Figure 45 : Tableau comparatif illustrant les avantages et les inconvénients de la reconstruction mammaire par tissu autologue[126]

Figure 46 : Aperçu des sites de prélèvement de tissu autologue pour la reconstruction mammaire. [126]

Il existe certains facteurs de décision thérapeutiques qu’il faudrait prendre en considération, tel que l’aspect administratif qui comprend la prise en charge, sécurité sociale et l’accord parental qui est indispensable pour une chirurgie chez la jeune fille mineure. Ainsi que la prise en considération de l’aspect médical comprenant l’âge, l’évolution mammaire, la pathologie, le statut pondéral, le retentissement et l’équilibre psychologique.

Selon les relations que la jeune fille entretient avec sa famille ou ses ami(e)s, la verbalisation sera plus ou moins facile, préambule , indispensable à la consultation et au traitement.

Le dialogue avec le plasticien peut permettre d’ouvrir le débat avec l’entourage et apporte parfois un premier degré de soulagement.

L’information sera d’autant plus importante que le traitement proposé engage la jeune fille à long terme (cicatrices, prothèses, sensibilité, allaitement). Le traitement doit être bien compris et le résultat final appréhendé. C’est un gage de satisfaction. Plusieurs consultations préopératoires sont nécessaires.

La période de l’adolescence est une période de troubles et l’avis d’un psychiatre ou d’une psychologue est conseillé chez la mineure quelle que soit la chirurgie envisagée. [15]
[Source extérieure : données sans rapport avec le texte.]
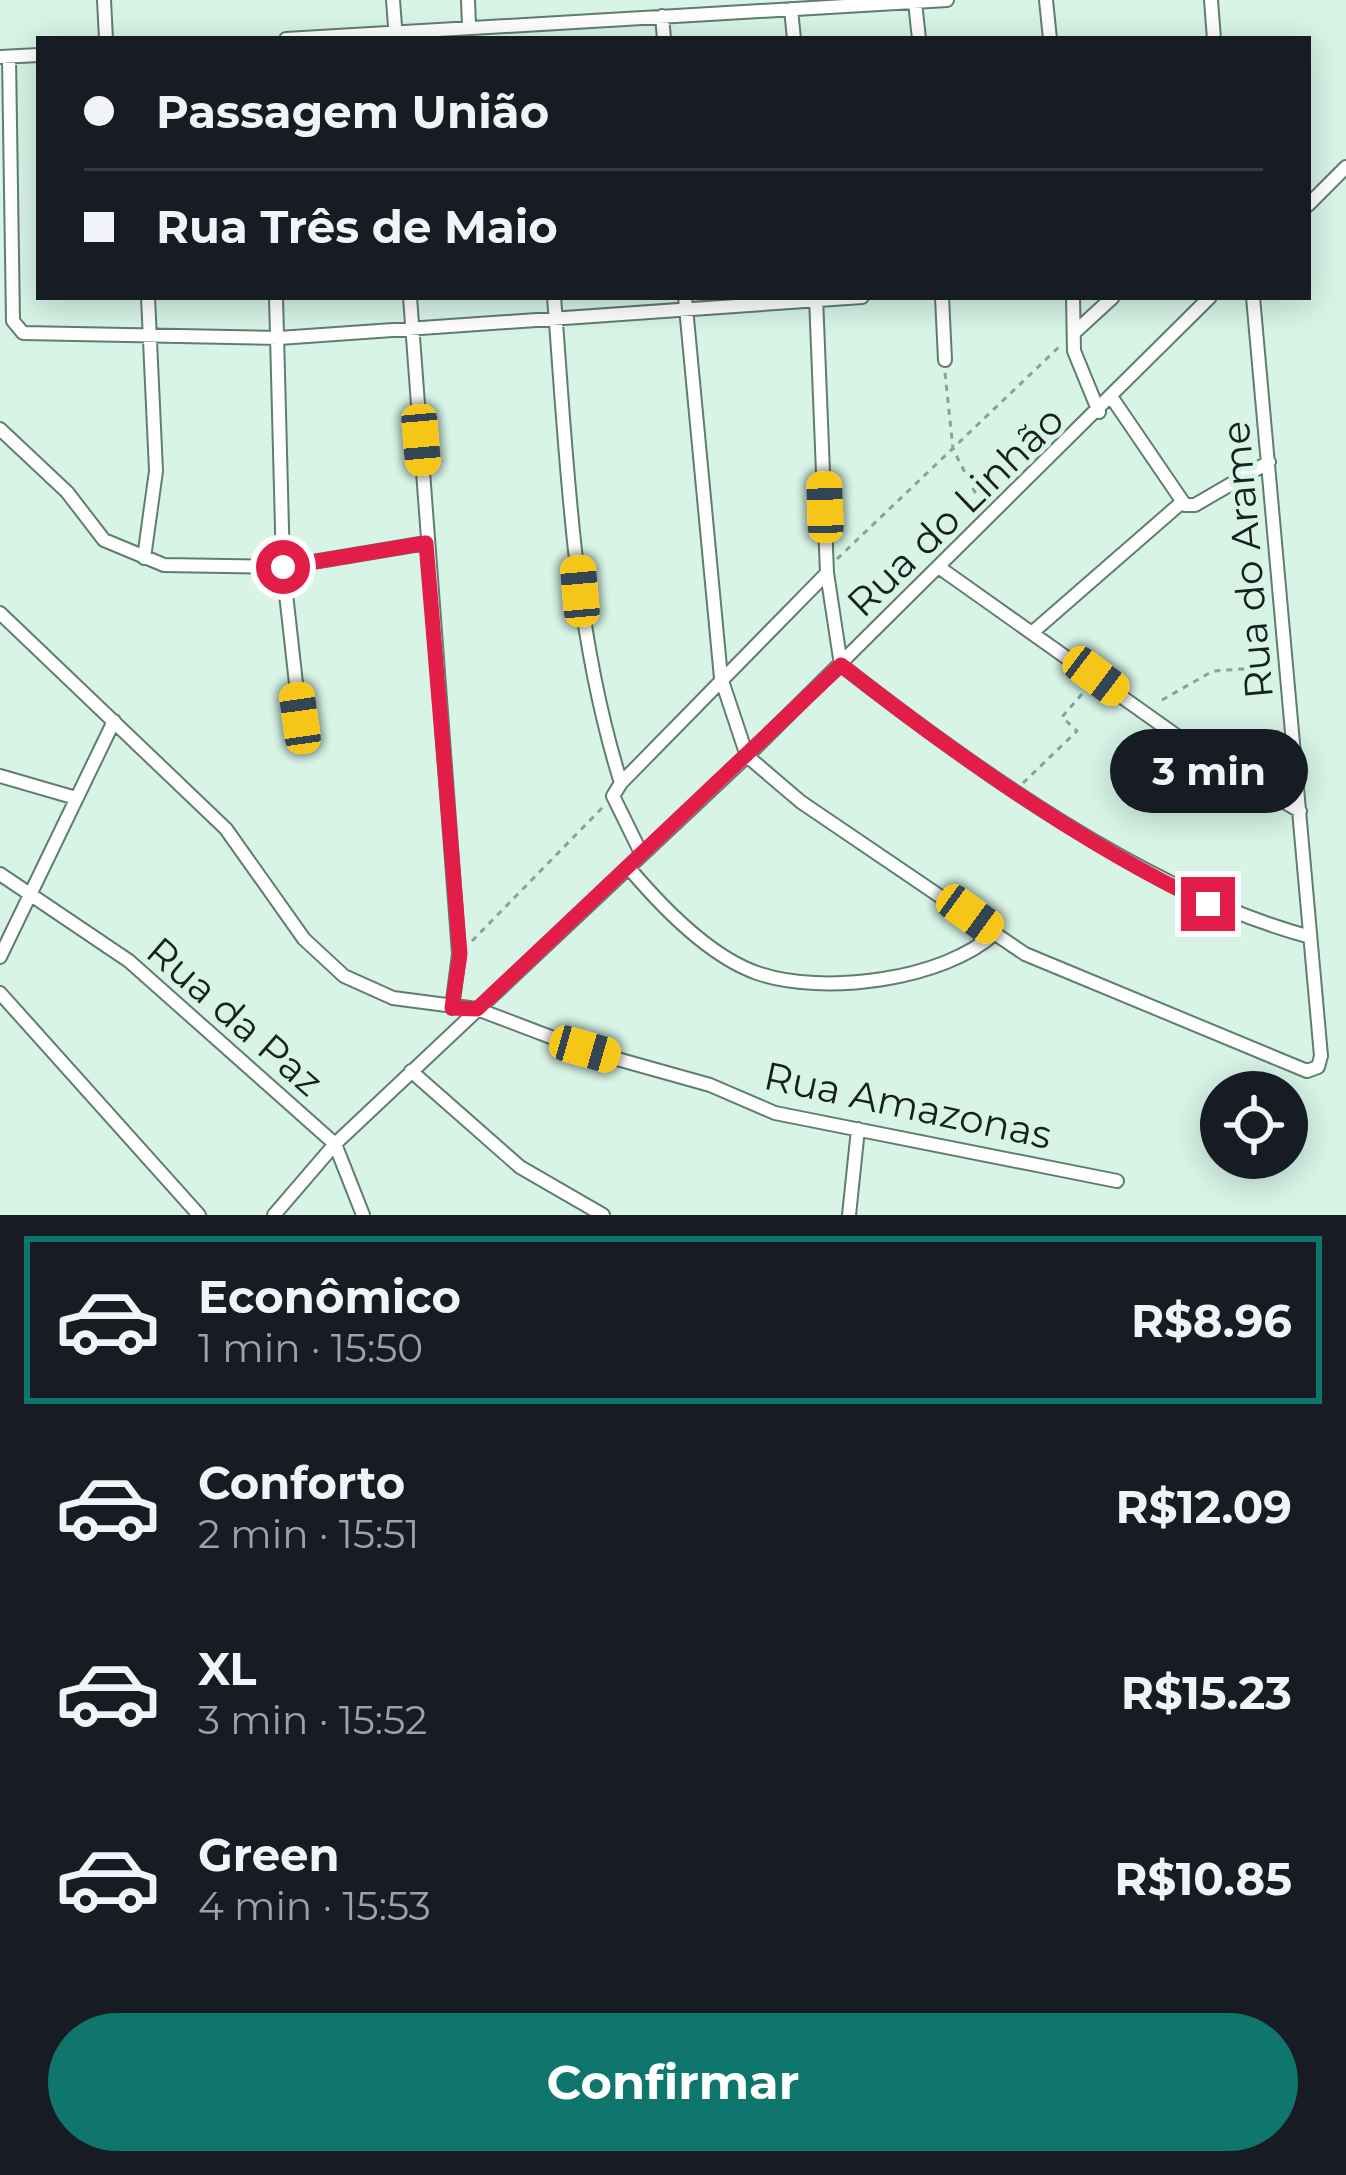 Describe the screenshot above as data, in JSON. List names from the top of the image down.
{
  "streets": {
    "street": [
      "Rua do Linhão",
      "Rua do Arame",
      "Rua da Paz",
      "Rua Amazonas"
    ]
  },
  "crossings": [
    ["Rua do Linhão", "Rua da Paz"],
    ["Rua do Linhão", "Rua Amazonas"]
  ],
  "page": {
    "banner": ["Passagem União", "Rua Três de Maio"],
    "bubble": "3 min",
    "list": [
      {
        "name": "Econômico",
        "note": "1 min · 15:50",
        "value": "R$8.96"
      },
      {
        "name": "Conforto",
        "note": "2 min · 15:51",
        "value": "R$12.09"
      },
      {
        "name": "XL",
        "note": "3 min · 15:52",
        "value": "R$15.23"
      },
      {
        "name": "Green",
        "note": "4 min · 15:53",
        "value": "R$10.85"
      }
    ],
    "buttons": "Confirmar"
  }
}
L’adolescence est une période clé dans le développement mammaire et l’apparition de pathologies mammaires bénignes. Le fibroadénome mammaire est une anomalie, un « écart à la normalité », survenant au cours du développement lobulaire. Le fibroadénome géant est une forme pathologique de fibroadénome.

Il apparait chez de jeunes adolescentes et majoritairement dans la population africaine. Le nodule apparaît en quelques mois avant ou après la ménarche, période d’importantes modifications hormonales. Le tissu mammaire semble, localement, répondre de manière inadaptée à la stimulation estrogénique. Le nodule apparaît et grossit rapidement jusqu’à atteindre une taille très importante. Une dilatation veineuse, des signes inflammatoires locaux dont la douleur peuvent ainsi apparaître. En dehors de sa rapidité d’apparition et de son volume parfois impressionnant, cette tumeur fibro-épithéliale présente une cellularité stromale élevée. Une indication chirurgicale doit être posée rapidement afin de maintenir l’élasticité de la peau et éviter les récidives.